[Stored data entries]
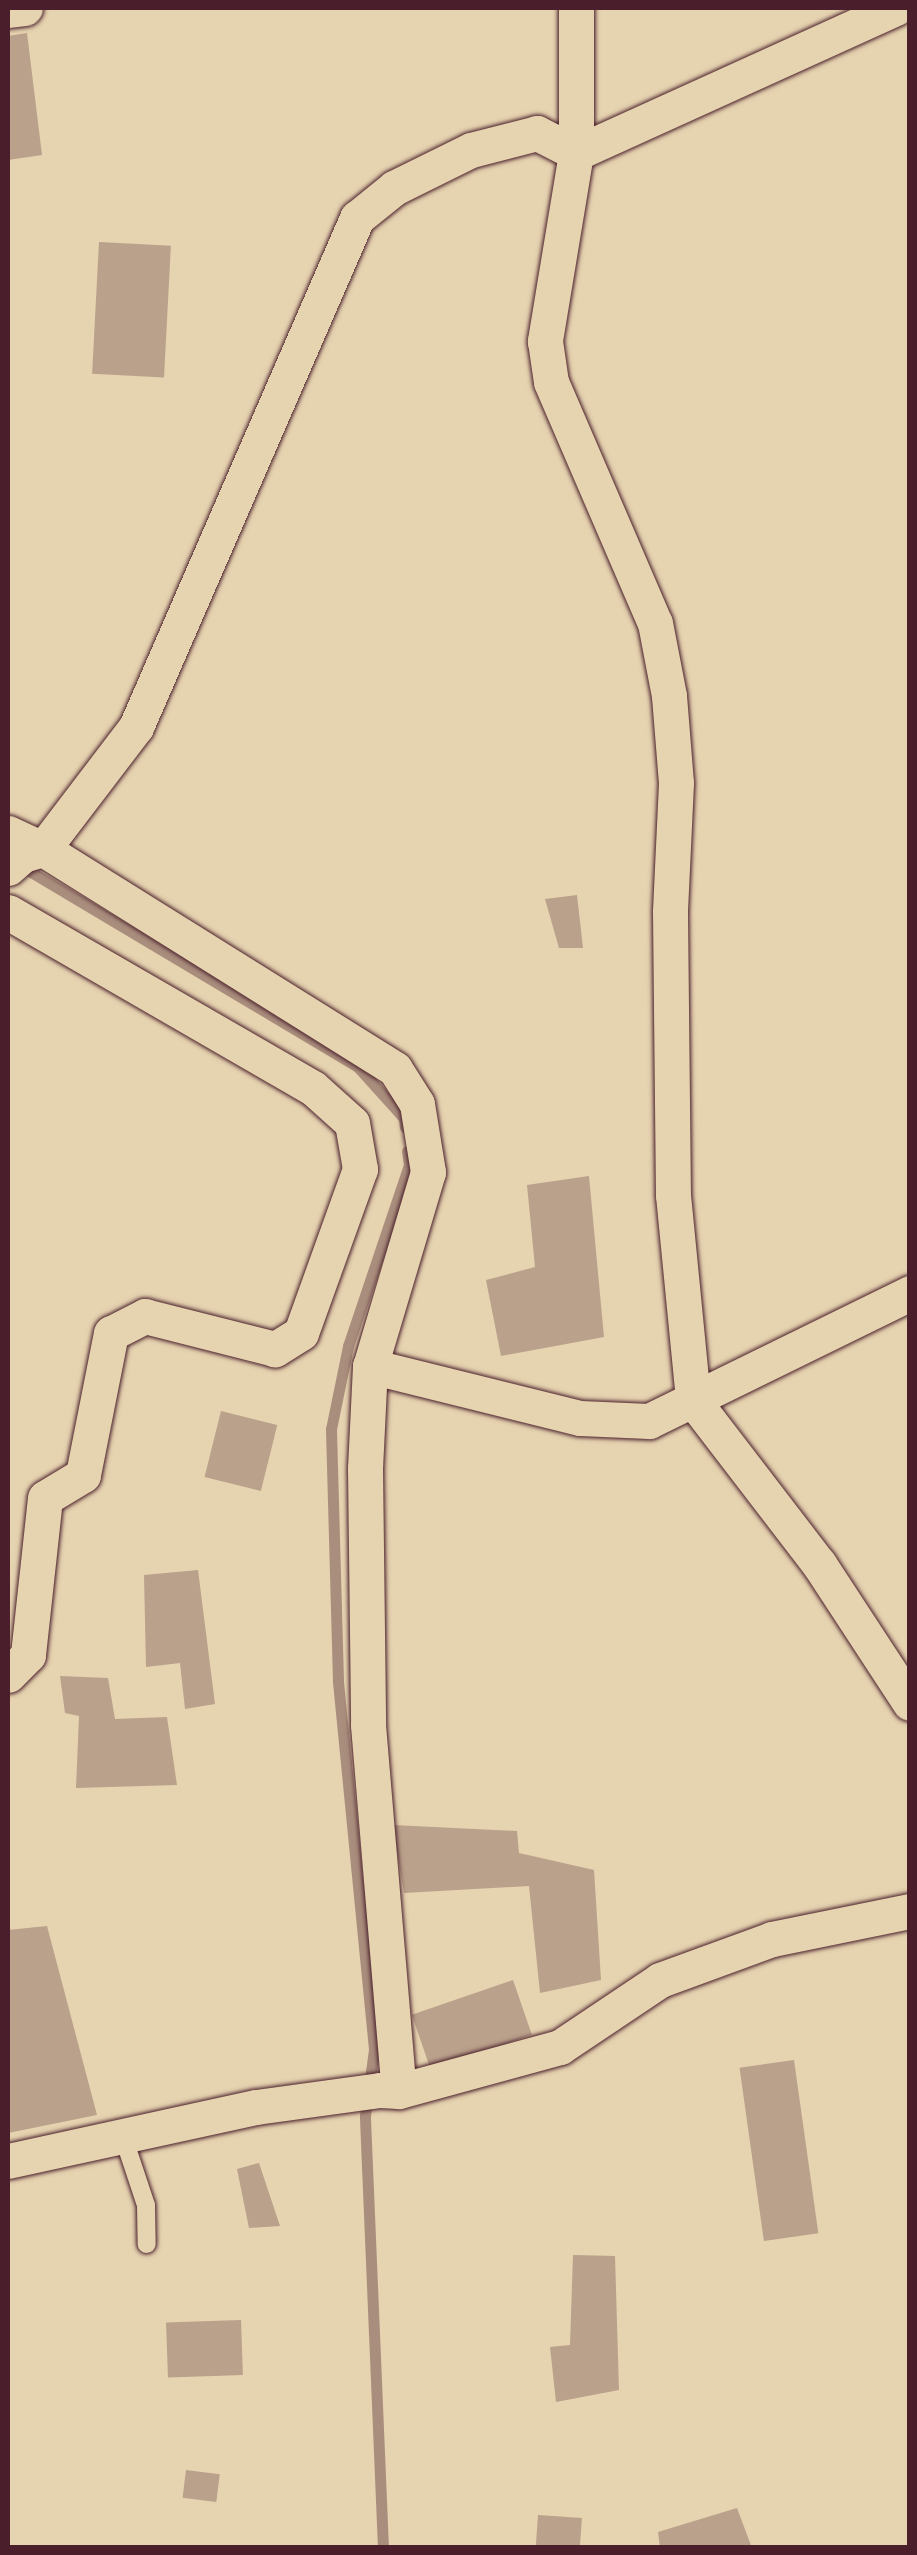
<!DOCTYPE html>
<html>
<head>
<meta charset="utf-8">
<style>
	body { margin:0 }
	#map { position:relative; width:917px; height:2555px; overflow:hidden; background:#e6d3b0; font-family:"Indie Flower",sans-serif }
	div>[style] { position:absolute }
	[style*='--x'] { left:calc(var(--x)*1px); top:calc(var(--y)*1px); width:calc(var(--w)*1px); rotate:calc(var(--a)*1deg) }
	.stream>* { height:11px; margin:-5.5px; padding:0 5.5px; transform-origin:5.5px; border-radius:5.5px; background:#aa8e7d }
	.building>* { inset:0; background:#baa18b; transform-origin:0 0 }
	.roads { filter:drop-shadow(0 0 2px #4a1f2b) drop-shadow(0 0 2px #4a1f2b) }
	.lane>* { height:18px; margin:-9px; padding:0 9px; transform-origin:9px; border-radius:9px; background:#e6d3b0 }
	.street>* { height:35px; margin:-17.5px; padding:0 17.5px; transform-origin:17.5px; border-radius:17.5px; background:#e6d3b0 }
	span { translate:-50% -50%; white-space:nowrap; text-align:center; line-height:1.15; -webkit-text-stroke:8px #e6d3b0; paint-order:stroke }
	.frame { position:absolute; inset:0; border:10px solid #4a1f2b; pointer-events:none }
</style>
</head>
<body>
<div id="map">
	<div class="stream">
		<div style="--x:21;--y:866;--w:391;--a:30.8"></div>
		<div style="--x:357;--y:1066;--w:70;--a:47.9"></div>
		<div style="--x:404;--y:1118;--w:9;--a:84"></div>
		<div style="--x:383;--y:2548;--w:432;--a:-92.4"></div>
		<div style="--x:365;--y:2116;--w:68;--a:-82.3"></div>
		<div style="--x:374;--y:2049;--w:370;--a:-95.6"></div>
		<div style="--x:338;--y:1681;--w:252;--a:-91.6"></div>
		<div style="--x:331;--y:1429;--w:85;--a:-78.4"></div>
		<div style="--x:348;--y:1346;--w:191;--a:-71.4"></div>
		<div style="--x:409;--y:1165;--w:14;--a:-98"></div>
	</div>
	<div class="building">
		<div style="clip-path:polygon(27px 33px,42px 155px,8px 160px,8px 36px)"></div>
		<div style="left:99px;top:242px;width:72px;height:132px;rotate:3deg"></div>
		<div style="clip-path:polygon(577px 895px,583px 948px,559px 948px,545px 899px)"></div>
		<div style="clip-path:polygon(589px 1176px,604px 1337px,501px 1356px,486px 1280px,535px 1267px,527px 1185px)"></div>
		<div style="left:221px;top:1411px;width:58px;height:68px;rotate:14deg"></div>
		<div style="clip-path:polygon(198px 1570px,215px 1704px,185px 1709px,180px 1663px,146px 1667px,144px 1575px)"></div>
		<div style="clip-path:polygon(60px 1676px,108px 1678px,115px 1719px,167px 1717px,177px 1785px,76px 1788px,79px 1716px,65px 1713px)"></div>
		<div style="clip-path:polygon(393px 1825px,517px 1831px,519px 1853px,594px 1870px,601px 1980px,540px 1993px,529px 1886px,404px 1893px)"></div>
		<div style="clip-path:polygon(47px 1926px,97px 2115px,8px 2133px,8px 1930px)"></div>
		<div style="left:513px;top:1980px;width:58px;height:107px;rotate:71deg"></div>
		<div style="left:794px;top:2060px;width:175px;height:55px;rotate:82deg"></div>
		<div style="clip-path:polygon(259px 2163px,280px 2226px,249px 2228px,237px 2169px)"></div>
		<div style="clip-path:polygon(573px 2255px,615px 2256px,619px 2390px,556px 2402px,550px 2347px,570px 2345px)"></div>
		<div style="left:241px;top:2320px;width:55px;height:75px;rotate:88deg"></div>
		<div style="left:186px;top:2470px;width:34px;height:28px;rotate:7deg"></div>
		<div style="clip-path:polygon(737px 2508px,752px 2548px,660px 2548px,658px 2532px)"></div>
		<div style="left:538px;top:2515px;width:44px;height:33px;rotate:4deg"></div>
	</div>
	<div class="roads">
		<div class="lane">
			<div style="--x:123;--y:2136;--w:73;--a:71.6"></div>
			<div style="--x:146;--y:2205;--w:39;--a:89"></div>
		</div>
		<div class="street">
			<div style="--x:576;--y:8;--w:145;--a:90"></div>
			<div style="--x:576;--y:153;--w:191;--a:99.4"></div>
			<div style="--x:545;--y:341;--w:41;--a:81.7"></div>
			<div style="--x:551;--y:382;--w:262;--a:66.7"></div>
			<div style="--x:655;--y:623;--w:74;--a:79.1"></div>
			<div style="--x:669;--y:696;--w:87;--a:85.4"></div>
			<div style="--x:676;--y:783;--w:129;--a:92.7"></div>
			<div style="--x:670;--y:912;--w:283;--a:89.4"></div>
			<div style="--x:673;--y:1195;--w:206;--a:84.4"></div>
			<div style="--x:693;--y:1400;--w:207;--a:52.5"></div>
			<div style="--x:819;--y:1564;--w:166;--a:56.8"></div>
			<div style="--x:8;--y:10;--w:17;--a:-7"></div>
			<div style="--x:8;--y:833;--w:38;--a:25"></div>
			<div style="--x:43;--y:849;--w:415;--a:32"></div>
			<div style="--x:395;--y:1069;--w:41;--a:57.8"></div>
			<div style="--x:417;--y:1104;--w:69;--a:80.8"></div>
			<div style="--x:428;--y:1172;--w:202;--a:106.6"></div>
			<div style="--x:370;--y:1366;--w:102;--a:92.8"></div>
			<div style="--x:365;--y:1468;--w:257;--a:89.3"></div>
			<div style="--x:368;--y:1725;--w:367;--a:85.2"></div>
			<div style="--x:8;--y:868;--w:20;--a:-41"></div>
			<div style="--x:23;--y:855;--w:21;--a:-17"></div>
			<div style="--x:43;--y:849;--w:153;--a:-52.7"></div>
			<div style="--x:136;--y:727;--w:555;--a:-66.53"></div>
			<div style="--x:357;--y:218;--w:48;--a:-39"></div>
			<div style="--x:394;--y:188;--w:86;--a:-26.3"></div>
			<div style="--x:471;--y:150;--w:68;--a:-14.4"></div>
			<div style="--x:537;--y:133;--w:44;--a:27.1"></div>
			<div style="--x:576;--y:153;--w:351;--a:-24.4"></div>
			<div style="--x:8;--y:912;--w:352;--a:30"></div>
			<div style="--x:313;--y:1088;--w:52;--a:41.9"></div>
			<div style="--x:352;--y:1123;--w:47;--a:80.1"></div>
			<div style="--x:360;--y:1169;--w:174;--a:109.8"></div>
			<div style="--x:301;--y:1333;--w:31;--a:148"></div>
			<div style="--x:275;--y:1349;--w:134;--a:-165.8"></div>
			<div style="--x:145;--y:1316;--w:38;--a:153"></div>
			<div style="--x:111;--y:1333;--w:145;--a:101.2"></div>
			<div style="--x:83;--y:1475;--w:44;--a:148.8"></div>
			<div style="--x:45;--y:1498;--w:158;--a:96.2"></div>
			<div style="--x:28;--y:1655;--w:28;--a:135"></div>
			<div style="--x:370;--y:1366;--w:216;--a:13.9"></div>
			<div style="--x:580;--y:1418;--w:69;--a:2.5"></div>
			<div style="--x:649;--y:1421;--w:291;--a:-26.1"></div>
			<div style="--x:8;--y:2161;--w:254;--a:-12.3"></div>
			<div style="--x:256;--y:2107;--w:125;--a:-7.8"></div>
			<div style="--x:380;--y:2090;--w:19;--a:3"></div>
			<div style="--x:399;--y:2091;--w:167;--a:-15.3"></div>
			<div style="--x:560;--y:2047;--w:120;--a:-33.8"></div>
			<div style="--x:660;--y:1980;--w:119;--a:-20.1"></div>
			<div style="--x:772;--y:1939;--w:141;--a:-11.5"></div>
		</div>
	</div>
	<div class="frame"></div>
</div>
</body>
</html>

[ACTIVITY] All lines of the data that hold "lane" need to be copied.

[RESPONSE TO THIS TASK]
	.lane>* { height:18px; margin:-9px; padding:0 9px; transform-origin:9px; border-radius:9px; background:#e6d3b0 }
		<div class="lane">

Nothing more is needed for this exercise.